I won’t spoil any more of the plot of the movie than that, but trust me when I say this movie goes to some dark places in its twists and turns. At the center of it all is Maika Monroe giving a great, nuanced performance as Jay. Our protagonist is strong and capable, and even after her sexual encounter with Hugh, she never lets herself become a victim. She keeps moving forward, trying to come up with new ways to escape the inevitable, horrible thing which is coming for her. As is pointed out by her cowardly attacker later in the movie, Jay is a beautiful woman, and by his rationale, it would be easier for her to hook up with a guy to move the curse along. But Jay doesn’t want to be a part of this game; it’s indicative of her character that she makes so many attempts to break this cycle of terror, rather than perpetuate it. And Jay does not hide from the awful thing that happened to her, nor does she ever let it define her.

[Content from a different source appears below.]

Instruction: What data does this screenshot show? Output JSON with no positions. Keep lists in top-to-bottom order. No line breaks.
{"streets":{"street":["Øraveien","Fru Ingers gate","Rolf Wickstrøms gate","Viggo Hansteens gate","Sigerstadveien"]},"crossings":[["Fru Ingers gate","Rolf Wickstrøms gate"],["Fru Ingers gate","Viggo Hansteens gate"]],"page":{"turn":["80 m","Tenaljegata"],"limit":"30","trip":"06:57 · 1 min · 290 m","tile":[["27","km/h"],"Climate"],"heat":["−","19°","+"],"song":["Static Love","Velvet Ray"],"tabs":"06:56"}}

The supporting cast is great, too, especially Keir Gilchrist’s Paul, Jay’s beta male best friend who wraps up his feelings for her in his attempts to serve as her protector. I love the chemistry between these two, especially during a scene late in the movie when Jay explains to Paul why she chose to pass the curse to a guy other than him. That moment was the make-or-break point for Paul, truly informing who he is as a person, and I was very happy with the trajectory of their relationship for the rest of the film’s run time.
But the success of It Follows goes beyond even its stark, creepy premise and strong, likeable cast. Mitchell has crafted a stylish, slightly retro and overall gorgeous film around this story. Unlike the jarring jump cuts we’re used to in horror, Mitchell’s camera lingers, often longer than you feel it should, and the focus always rests on unique and arresting imagery. Whether it’s a man with his eyes gouged out, following one of Jay’s friends into her bedroom, or the wide exterior of the car in which Jay and Hugh first hook up, this movie is filled with visuals that will stay with you.
The synth-driven score only enhances the atmosphere, while also channeling the great music that helped define late 70s and early 80s horror films. I mean, this whole movie could just as easily have been released in that era, with its perfect mix of dialogue-heavy drama, etherial, Giallo-tinged dread, and proto-slasher brutality. There is such a strong sense of style in the cinematography, lighting and music of this movie, it truly feels like no other horror film I’ve seen in years, and I really love it for that.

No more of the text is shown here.